1. ## Sine Rule Help please

Hi maths gurus.

I'm in need of some help here with the sine rule.

I have my sine rule values 3.1/sin20 = 5/sineB = 6/SineC

I am trying to find the value for the sine of B so what I did was 3.1/Sine(20)*5 to get 1.81 If I do the inverse sine it comes up with an error on my calculator so is this what I'm meant to do or what?

2. ## Re: Sine Rule Help please

You want $sin(B) = \frac{5sin(20)}{3.1}$

$\frac{3.1}{5sin(20)}$ will never work, as it is greater than 1.

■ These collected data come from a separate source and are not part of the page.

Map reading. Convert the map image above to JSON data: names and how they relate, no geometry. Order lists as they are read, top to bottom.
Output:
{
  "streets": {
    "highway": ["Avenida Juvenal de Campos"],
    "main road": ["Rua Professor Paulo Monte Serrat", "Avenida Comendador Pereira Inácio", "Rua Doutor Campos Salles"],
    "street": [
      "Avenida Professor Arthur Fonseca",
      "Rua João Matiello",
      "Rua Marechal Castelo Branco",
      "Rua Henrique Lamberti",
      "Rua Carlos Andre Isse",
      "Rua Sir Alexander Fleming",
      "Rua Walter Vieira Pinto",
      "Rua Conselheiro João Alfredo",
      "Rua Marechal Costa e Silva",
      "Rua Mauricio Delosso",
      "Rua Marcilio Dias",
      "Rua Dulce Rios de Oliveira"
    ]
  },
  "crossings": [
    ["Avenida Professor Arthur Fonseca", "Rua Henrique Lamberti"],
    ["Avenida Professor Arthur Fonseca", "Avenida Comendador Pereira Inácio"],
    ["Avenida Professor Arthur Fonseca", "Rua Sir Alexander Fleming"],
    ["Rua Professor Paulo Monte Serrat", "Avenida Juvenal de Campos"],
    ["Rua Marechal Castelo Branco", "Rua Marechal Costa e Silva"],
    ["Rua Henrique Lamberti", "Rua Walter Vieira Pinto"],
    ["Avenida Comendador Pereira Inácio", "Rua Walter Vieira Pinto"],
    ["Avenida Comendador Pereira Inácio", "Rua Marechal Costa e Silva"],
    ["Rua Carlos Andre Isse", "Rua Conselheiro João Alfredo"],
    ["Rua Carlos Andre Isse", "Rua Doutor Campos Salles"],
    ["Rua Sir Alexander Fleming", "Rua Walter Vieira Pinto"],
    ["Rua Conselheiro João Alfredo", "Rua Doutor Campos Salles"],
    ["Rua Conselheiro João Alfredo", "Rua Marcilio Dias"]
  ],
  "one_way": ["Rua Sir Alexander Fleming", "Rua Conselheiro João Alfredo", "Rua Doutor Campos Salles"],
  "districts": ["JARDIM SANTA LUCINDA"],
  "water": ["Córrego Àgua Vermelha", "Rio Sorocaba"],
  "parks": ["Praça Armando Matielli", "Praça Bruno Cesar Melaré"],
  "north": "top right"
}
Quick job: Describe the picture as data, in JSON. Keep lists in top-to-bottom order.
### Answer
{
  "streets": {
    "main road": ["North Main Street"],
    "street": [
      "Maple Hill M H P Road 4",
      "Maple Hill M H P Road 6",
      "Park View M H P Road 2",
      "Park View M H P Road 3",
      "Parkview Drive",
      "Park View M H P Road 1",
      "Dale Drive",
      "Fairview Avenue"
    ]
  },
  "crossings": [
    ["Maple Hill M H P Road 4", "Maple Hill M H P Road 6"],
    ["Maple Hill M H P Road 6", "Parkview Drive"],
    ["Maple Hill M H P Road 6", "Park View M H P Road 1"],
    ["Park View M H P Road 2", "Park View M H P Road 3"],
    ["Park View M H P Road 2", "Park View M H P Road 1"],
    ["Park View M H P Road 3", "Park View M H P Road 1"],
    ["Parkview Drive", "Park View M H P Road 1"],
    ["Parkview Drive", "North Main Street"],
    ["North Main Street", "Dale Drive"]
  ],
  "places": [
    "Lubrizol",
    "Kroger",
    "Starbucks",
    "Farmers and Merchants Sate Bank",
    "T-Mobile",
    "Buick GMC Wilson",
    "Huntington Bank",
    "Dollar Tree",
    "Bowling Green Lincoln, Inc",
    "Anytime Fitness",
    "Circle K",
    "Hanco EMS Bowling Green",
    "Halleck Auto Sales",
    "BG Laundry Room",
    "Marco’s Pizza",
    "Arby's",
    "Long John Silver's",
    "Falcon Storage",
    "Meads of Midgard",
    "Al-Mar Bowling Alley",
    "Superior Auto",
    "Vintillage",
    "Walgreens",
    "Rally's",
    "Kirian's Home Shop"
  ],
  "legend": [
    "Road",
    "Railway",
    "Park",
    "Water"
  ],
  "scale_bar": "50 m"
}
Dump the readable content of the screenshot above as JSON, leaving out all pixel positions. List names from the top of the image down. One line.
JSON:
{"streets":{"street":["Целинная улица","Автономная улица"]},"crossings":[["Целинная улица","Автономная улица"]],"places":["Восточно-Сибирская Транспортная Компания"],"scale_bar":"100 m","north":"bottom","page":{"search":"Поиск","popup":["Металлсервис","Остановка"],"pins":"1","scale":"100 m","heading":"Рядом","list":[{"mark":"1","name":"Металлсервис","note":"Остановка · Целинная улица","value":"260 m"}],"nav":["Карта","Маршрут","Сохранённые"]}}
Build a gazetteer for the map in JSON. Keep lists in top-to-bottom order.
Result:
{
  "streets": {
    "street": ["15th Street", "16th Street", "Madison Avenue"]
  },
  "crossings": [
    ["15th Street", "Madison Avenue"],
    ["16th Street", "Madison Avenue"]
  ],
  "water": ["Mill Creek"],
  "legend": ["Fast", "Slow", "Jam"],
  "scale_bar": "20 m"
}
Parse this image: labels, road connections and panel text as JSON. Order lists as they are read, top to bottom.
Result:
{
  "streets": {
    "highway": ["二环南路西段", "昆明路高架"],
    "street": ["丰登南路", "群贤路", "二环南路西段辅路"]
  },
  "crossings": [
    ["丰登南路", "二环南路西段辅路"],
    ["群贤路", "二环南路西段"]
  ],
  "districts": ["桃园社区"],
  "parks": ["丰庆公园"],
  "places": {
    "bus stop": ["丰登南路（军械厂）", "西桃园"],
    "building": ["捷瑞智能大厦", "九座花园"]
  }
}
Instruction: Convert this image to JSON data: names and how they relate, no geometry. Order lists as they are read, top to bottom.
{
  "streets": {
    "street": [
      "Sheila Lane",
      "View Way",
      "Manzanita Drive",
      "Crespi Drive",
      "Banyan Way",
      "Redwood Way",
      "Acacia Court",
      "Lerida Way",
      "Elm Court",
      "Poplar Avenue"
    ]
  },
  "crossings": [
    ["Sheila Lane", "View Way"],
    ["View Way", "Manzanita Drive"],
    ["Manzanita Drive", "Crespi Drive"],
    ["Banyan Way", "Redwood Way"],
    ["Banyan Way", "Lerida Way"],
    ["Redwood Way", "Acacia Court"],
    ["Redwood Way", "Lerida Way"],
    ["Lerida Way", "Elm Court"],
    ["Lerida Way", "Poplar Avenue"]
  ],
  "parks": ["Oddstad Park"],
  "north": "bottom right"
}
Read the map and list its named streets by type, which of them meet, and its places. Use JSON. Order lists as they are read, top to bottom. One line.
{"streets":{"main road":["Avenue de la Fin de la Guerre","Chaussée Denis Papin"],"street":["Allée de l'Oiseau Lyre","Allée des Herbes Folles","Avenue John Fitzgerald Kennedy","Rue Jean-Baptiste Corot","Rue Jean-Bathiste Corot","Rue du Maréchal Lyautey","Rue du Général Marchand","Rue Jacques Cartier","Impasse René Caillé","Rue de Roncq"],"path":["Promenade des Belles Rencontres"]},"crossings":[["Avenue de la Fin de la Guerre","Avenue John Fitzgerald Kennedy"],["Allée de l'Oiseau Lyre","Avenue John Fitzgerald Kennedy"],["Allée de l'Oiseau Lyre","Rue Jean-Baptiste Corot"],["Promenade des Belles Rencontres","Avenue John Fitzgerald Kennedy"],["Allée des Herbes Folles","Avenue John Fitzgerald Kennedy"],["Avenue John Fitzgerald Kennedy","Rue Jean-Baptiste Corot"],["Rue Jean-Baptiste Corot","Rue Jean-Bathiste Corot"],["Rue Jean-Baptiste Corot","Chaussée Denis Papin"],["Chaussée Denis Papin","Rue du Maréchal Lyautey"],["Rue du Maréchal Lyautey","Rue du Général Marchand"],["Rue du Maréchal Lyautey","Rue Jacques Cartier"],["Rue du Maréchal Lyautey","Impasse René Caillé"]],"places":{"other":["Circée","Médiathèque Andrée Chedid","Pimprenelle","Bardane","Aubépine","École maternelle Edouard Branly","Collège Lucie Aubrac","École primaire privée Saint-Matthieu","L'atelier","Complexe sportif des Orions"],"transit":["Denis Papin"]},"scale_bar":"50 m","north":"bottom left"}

3. ## Re: Sine Rule Help please

Ah Okay thank you very much! It worked

4. ## Re: Sine Rule Help please

A little more clarification: you started from $\frac{3.1}{sin(20)}= \frac{5}{sin(B)}$ and divided both sides by 5 to get
$\frac{3.1}{5 sin(20)}= \frac{1}{sin(B)}$. The right side is $\frac{1}{sin(B)}$, NOT sin(B) so you cannot immediately take the arcsine. To solve for B, you have to take the reciprocal of both sides to get $sin(B)= \frac{5 sin(20)}{3.1}$. then take the arcsine.